* [Directions] Return only those lines of the records below in which "North" appears.
----- Record set
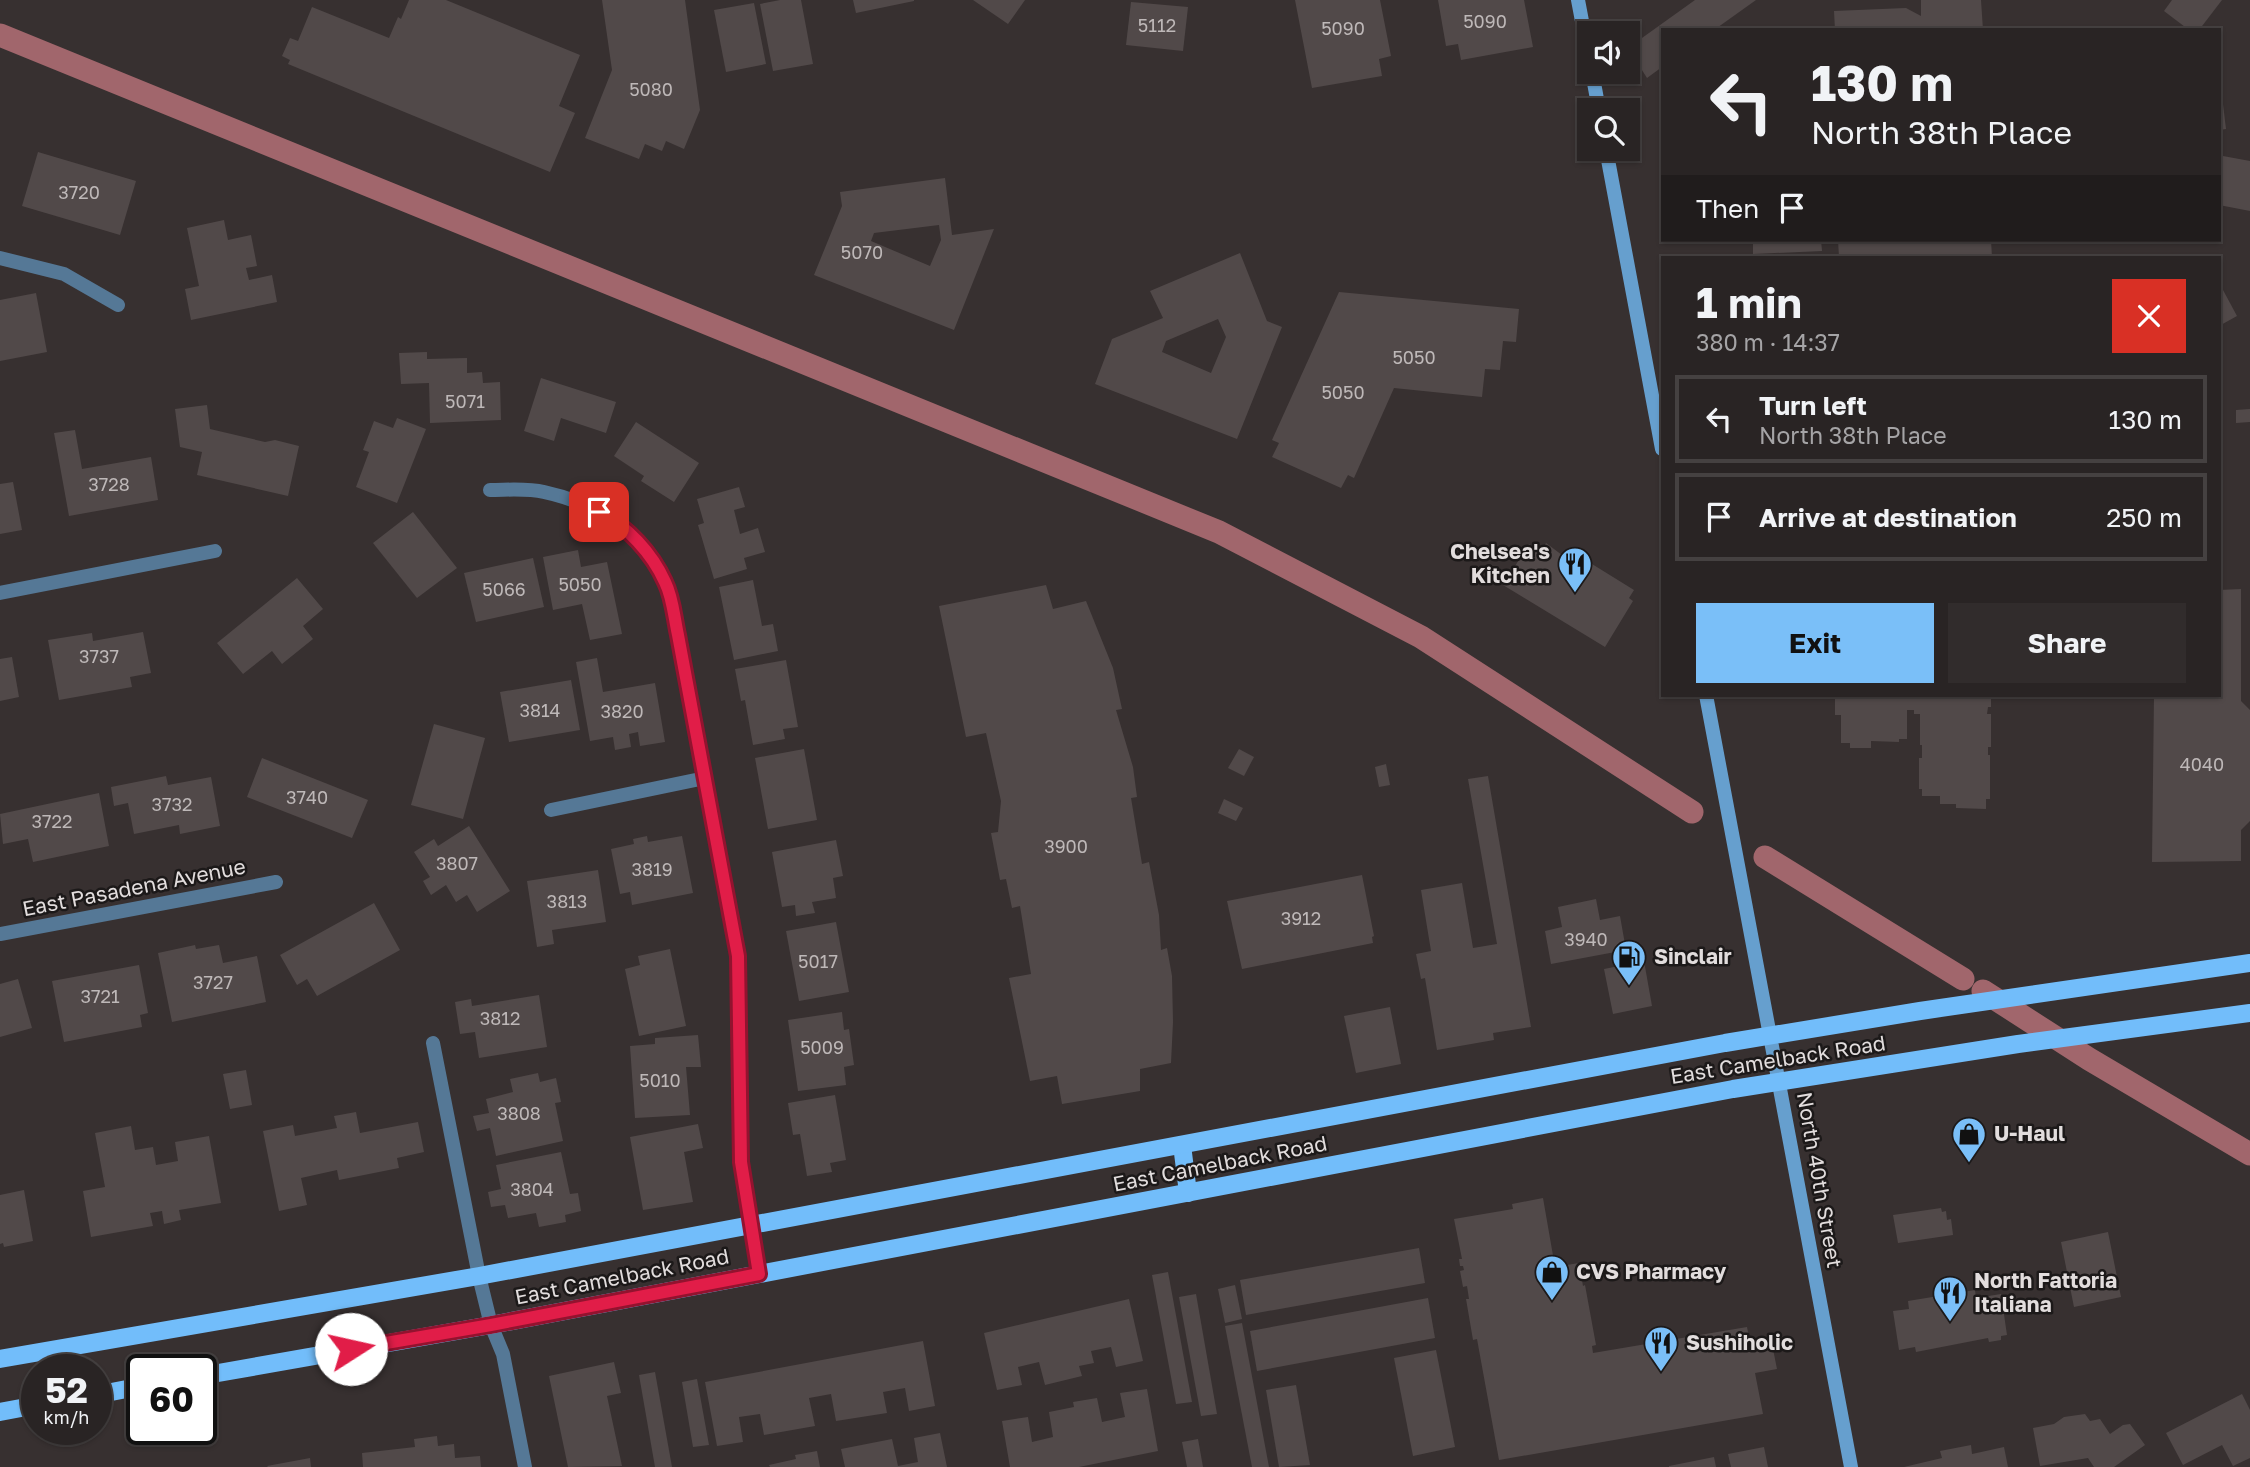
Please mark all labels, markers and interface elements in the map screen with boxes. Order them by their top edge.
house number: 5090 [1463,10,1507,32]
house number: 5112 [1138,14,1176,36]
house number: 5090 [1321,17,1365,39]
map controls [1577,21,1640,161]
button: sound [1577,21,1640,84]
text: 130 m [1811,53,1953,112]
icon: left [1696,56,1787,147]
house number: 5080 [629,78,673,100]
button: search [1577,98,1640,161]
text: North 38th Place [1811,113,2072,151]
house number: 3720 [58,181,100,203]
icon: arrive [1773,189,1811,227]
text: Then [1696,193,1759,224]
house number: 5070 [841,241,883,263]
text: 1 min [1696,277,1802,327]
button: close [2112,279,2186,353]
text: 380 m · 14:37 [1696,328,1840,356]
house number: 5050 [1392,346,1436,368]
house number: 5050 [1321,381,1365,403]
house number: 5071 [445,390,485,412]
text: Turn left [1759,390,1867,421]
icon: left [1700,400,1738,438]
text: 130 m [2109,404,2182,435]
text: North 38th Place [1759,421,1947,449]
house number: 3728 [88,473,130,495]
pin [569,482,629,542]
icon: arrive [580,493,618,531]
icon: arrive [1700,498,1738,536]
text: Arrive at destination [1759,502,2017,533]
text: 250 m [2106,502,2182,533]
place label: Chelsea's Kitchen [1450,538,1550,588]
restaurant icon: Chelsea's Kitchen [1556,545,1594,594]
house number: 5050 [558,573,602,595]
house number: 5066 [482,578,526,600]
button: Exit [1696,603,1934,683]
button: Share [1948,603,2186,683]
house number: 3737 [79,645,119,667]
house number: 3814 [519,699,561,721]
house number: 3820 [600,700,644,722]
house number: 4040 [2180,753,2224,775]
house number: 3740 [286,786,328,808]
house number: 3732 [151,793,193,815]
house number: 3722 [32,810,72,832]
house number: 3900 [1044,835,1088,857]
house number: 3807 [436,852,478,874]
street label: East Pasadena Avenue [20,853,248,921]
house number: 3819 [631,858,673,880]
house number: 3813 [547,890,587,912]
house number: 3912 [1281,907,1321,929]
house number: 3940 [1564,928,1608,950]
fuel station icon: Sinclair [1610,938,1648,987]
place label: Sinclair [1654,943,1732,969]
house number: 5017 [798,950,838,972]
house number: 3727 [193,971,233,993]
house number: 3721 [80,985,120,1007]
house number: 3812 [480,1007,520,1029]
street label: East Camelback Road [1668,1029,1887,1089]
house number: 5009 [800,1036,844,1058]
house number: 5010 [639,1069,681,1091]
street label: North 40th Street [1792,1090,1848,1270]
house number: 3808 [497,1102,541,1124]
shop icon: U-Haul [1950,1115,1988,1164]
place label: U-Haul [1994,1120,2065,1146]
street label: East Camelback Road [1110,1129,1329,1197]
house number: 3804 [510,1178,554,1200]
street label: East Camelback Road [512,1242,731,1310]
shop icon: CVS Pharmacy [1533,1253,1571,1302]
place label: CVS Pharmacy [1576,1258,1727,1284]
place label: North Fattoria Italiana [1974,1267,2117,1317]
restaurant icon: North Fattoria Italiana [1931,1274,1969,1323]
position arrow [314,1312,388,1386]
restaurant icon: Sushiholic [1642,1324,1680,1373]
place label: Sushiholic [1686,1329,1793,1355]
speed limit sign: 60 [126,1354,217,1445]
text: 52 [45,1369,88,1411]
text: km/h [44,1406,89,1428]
----------
* [Reply]
text: North 38th Place [1811,113,2072,151]
text: North 38th Place [1759,421,1947,449]
street label: North 40th Street [1792,1090,1848,1270]
place label: North Fattoria Italiana [1974,1267,2117,1317]
restaurant icon: North Fattoria Italiana [1931,1274,1969,1323]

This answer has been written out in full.